- **Exercise requirements**
Starting at the top of the entries below, set down each line exactly as written, and stop after the line containing "position:relative; flex:1; overflow:hidden".

- **Records contained in a dataset**
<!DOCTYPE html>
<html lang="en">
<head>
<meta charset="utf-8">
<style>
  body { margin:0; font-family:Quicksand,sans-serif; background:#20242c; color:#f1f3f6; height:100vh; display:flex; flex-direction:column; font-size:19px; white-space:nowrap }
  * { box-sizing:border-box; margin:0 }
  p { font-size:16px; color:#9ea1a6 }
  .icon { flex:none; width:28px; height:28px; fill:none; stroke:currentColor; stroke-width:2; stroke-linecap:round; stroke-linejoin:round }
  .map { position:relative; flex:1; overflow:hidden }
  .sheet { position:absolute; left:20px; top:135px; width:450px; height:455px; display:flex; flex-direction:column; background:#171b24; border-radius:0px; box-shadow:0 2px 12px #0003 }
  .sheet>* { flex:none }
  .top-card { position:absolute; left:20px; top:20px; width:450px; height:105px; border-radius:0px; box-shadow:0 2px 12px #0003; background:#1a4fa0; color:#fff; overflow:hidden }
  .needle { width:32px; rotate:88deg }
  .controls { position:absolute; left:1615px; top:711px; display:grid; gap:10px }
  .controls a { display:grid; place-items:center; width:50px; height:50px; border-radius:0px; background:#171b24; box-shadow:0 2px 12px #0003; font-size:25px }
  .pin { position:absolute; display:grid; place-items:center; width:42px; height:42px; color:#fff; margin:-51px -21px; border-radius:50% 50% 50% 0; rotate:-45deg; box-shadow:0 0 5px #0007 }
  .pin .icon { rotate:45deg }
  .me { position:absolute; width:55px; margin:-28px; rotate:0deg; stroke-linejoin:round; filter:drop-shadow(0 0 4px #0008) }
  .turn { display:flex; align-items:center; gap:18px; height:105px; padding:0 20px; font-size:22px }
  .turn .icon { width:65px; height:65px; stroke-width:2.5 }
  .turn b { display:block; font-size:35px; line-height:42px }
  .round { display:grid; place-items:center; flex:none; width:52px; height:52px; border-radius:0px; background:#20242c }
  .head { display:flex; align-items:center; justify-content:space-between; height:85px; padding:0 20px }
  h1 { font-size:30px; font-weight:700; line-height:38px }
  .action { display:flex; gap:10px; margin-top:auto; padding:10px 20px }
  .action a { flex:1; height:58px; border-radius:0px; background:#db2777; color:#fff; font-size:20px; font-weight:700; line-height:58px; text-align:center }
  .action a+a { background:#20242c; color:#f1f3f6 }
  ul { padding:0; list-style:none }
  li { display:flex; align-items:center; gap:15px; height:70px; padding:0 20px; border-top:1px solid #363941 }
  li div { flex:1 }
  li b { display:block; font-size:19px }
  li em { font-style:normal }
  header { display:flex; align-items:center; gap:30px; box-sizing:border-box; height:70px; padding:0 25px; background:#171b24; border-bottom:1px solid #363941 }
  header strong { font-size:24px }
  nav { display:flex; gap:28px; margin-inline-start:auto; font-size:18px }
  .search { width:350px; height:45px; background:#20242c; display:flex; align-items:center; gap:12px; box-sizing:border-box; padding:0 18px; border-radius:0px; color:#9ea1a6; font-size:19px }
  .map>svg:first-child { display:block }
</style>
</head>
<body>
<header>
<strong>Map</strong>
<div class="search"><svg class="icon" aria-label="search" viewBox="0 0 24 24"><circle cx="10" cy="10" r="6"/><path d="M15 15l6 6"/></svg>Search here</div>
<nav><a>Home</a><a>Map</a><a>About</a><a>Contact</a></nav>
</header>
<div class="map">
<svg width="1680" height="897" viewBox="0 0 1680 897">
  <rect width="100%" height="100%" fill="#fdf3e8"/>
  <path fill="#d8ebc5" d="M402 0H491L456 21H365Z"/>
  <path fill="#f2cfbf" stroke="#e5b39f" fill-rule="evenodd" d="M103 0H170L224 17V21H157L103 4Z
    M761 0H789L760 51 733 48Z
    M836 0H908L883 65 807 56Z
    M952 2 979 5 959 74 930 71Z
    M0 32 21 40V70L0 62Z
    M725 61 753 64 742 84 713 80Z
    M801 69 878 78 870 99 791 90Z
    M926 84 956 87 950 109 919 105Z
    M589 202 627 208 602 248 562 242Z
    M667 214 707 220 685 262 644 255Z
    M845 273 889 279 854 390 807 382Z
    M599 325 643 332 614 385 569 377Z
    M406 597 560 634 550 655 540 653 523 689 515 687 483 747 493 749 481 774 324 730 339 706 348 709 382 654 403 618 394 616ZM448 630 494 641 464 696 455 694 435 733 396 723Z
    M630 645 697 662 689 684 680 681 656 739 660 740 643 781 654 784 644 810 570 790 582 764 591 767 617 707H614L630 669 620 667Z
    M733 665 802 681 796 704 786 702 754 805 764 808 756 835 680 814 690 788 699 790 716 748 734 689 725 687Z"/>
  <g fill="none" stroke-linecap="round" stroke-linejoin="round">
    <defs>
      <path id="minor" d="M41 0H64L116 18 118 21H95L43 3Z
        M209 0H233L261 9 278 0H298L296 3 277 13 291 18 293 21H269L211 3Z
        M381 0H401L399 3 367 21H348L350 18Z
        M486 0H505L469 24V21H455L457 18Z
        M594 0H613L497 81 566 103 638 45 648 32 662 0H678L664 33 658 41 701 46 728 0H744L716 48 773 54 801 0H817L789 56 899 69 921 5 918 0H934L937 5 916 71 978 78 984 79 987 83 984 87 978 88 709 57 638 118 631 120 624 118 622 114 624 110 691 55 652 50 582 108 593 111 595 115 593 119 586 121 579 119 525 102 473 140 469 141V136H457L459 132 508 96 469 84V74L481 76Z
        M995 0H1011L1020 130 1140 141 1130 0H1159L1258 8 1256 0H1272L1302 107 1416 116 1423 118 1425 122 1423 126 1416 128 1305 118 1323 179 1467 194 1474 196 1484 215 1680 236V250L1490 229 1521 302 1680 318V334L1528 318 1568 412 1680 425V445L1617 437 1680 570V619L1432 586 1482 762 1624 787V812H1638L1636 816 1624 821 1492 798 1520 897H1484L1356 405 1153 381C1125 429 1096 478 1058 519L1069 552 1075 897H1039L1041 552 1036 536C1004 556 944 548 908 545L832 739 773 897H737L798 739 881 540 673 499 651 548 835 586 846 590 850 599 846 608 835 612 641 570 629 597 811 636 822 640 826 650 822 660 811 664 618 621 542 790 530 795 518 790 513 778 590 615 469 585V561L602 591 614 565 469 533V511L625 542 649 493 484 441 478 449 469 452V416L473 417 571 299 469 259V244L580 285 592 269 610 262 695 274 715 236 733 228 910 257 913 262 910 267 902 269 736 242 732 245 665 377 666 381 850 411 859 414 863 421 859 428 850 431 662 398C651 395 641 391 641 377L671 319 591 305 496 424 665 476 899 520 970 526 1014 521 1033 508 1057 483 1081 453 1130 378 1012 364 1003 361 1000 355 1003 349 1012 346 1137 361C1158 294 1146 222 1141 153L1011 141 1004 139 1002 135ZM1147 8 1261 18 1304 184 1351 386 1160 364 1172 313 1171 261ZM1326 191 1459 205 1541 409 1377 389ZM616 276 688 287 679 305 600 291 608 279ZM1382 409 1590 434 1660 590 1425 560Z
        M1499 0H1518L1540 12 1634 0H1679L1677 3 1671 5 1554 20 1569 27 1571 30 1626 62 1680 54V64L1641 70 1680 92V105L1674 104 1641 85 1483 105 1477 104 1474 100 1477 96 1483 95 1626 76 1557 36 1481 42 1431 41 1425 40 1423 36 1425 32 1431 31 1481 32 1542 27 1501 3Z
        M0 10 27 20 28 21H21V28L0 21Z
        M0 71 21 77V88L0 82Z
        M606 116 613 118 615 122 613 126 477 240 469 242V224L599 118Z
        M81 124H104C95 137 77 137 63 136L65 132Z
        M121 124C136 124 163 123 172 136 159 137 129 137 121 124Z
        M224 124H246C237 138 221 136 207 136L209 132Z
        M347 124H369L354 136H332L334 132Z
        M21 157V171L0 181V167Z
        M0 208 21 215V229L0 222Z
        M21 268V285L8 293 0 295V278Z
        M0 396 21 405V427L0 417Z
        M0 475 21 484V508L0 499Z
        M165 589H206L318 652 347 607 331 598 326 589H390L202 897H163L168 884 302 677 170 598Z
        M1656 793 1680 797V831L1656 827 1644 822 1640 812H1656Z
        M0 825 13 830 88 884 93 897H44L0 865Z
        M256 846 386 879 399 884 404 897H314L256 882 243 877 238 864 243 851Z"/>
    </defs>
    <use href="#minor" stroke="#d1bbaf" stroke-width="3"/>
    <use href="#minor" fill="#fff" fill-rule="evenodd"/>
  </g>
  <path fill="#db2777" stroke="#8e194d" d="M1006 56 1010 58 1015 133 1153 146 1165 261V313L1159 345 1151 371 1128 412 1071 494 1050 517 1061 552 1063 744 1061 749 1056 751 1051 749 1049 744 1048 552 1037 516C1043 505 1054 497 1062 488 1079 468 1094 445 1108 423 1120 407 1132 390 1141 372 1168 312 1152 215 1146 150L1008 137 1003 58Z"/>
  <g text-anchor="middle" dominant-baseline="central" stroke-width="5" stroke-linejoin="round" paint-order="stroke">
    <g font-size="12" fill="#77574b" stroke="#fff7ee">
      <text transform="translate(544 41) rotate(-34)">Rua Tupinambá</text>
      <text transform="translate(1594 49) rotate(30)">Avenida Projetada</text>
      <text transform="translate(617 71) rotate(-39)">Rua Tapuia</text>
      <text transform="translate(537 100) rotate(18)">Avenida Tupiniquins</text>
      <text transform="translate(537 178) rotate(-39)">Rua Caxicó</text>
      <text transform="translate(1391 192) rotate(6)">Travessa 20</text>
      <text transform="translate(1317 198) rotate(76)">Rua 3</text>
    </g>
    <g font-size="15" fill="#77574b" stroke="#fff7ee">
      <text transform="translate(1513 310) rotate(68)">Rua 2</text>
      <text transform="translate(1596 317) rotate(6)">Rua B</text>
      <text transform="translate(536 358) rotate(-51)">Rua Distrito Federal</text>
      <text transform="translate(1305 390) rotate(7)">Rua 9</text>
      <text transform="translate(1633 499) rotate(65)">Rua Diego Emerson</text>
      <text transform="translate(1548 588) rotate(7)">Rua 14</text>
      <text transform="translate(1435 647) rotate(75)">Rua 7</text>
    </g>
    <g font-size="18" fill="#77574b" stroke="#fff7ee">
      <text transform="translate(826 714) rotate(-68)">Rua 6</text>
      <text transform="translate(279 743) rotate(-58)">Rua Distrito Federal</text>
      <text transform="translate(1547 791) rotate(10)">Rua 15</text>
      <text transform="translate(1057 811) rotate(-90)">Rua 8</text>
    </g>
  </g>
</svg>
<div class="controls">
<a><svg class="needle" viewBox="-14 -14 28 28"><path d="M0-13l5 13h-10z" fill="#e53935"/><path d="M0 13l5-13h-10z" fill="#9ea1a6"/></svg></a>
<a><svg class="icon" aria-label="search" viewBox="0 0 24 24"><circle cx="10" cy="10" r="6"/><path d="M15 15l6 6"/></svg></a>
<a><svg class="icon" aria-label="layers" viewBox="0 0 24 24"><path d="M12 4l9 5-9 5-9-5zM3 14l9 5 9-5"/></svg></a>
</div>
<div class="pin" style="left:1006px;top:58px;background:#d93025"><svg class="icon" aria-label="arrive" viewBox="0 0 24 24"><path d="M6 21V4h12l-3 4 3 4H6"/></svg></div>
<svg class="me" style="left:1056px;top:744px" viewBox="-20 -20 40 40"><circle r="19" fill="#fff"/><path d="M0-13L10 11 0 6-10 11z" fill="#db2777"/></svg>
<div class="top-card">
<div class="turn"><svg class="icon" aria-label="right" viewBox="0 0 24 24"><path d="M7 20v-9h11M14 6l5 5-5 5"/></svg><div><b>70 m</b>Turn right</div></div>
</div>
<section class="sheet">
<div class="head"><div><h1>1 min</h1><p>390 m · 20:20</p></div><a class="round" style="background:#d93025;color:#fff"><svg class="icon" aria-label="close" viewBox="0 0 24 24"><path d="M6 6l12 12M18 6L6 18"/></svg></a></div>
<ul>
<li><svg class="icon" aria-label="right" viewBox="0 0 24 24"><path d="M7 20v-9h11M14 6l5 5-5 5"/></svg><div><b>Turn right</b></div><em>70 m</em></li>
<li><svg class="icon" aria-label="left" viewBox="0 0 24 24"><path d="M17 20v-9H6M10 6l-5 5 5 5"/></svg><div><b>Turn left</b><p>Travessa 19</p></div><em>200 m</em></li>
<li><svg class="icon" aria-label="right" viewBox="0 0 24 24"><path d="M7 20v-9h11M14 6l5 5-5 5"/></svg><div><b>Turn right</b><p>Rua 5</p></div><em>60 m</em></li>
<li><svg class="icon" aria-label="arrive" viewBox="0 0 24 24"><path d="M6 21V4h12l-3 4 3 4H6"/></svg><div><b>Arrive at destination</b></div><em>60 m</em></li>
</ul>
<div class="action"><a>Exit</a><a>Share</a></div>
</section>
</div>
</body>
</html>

- **Answer to the problem**
<!DOCTYPE html>
<html lang="en">
<head>
<meta charset="utf-8">
<style>
  body { margin:0; font-family:Quicksand,sans-serif; background:#20242c; color:#f1f3f6; height:100vh; display:flex; flex-direction:column; font-size:19px; white-space:nowrap }
  * { box-sizing:border-box; margin:0 }
  p { font-size:16px; color:#9ea1a6 }
  .icon { flex:none; width:28px; height:28px; fill:none; stroke:currentColor; stroke-width:2; stroke-linecap:round; stroke-linejoin:round }
  .map { position:relative; flex:1; overflow:hidden }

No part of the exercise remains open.